◆ Entries provided:

"""

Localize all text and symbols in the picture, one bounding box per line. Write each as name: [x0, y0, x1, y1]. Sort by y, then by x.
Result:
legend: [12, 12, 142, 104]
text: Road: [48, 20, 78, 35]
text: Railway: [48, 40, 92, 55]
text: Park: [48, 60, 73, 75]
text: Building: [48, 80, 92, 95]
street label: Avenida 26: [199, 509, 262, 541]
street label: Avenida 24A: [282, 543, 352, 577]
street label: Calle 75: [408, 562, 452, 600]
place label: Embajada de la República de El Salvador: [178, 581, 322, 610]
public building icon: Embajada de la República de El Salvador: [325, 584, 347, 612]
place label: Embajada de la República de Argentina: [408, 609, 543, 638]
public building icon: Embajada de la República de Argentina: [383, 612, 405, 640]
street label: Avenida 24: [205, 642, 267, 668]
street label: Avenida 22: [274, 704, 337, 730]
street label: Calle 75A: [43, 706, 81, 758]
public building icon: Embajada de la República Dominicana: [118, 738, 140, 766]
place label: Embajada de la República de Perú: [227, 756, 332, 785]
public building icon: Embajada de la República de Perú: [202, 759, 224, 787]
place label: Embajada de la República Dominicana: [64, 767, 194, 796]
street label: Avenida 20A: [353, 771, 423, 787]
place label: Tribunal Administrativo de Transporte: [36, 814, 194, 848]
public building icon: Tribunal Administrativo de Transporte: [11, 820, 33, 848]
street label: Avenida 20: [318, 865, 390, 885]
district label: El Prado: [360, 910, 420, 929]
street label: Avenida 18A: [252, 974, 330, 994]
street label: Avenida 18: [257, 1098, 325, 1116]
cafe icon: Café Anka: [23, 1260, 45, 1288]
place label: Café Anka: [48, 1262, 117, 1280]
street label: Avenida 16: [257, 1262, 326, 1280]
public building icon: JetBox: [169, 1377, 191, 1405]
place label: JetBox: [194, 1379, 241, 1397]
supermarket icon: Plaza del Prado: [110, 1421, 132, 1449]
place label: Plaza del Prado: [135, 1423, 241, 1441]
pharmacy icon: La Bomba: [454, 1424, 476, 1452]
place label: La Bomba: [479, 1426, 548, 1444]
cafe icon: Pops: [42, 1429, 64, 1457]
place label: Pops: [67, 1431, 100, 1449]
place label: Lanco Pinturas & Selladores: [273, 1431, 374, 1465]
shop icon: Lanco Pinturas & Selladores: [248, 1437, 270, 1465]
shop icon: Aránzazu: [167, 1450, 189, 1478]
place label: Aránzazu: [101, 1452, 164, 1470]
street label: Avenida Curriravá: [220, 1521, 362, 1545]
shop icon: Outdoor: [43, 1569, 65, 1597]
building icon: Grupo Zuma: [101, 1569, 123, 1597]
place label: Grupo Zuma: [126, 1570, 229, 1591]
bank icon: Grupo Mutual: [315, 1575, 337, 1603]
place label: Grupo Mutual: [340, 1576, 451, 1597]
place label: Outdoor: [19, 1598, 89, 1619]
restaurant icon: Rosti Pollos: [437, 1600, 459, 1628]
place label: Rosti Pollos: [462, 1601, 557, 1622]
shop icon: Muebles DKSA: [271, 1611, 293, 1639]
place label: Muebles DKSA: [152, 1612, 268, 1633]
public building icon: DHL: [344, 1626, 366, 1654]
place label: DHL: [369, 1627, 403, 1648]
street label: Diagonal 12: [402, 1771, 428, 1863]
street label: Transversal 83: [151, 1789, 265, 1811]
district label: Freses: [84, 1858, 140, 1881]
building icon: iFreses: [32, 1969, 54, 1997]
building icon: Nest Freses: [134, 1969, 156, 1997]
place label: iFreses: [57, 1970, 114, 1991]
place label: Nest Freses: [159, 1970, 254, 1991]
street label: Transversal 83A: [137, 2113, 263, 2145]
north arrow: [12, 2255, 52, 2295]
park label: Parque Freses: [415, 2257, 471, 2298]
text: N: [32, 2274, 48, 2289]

"""

◆ Activity: For this task, set down the entire listing word for word.

◆ Response below:
Localize all text and symbols in the picture, one bounding box per line. Write each as name: [x0, y0, x1, y1]. Sort by y, then by x.
Result:
legend: [12, 12, 142, 104]
text: Road: [48, 20, 78, 35]
text: Railway: [48, 40, 92, 55]
text: Park: [48, 60, 73, 75]
text: Building: [48, 80, 92, 95]
street label: Avenida 26: [199, 509, 262, 541]
street label: Avenida 24A: [282, 543, 352, 577]
street label: Calle 75: [408, 562, 452, 600]
place label: Embajada de la República de El Salvador: [178, 581, 322, 610]
public building icon: Embajada de la República de El Salvador: [325, 584, 347, 612]
place label: Embajada de la República de Argentina: [408, 609, 543, 638]
public building icon: Embajada de la República de Argentina: [383, 612, 405, 640]
street label: Avenida 24: [205, 642, 267, 668]
street label: Avenida 22: [274, 704, 337, 730]
street label: Calle 75A: [43, 706, 81, 758]
public building icon: Embajada de la República Dominicana: [118, 738, 140, 766]
place label: Embajada de la República de Perú: [227, 756, 332, 785]
public building icon: Embajada de la República de Perú: [202, 759, 224, 787]
place label: Embajada de la República Dominicana: [64, 767, 194, 796]
street label: Avenida 20A: [353, 771, 423, 787]
place label: Tribunal Administrativo de Transporte: [36, 814, 194, 848]
public building icon: Tribunal Administrativo de Transporte: [11, 820, 33, 848]
street label: Avenida 20: [318, 865, 390, 885]
district label: El Prado: [360, 910, 420, 929]
street label: Avenida 18A: [252, 974, 330, 994]
street label: Avenida 18: [257, 1098, 325, 1116]
cafe icon: Café Anka: [23, 1260, 45, 1288]
place label: Café Anka: [48, 1262, 117, 1280]
street label: Avenida 16: [257, 1262, 326, 1280]
public building icon: JetBox: [169, 1377, 191, 1405]
place label: JetBox: [194, 1379, 241, 1397]
supermarket icon: Plaza del Prado: [110, 1421, 132, 1449]
place label: Plaza del Prado: [135, 1423, 241, 1441]
pharmacy icon: La Bomba: [454, 1424, 476, 1452]
place label: La Bomba: [479, 1426, 548, 1444]
cafe icon: Pops: [42, 1429, 64, 1457]
place label: Pops: [67, 1431, 100, 1449]
place label: Lanco Pinturas & Selladores: [273, 1431, 374, 1465]
shop icon: Lanco Pinturas & Selladores: [248, 1437, 270, 1465]
shop icon: Aránzazu: [167, 1450, 189, 1478]
place label: Aránzazu: [101, 1452, 164, 1470]
street label: Avenida Curriravá: [220, 1521, 362, 1545]
shop icon: Outdoor: [43, 1569, 65, 1597]
building icon: Grupo Zuma: [101, 1569, 123, 1597]
place label: Grupo Zuma: [126, 1570, 229, 1591]
bank icon: Grupo Mutual: [315, 1575, 337, 1603]
place label: Grupo Mutual: [340, 1576, 451, 1597]
place label: Outdoor: [19, 1598, 89, 1619]
restaurant icon: Rosti Pollos: [437, 1600, 459, 1628]
place label: Rosti Pollos: [462, 1601, 557, 1622]
shop icon: Muebles DKSA: [271, 1611, 293, 1639]
place label: Muebles DKSA: [152, 1612, 268, 1633]
public building icon: DHL: [344, 1626, 366, 1654]
place label: DHL: [369, 1627, 403, 1648]
street label: Diagonal 12: [402, 1771, 428, 1863]
street label: Transversal 83: [151, 1789, 265, 1811]
district label: Freses: [84, 1858, 140, 1881]
building icon: iFreses: [32, 1969, 54, 1997]
building icon: Nest Freses: [134, 1969, 156, 1997]
place label: iFreses: [57, 1970, 114, 1991]
place label: Nest Freses: [159, 1970, 254, 1991]
street label: Transversal 83A: [137, 2113, 263, 2145]
north arrow: [12, 2255, 52, 2295]
park label: Parque Freses: [415, 2257, 471, 2298]
text: N: [32, 2274, 48, 2289]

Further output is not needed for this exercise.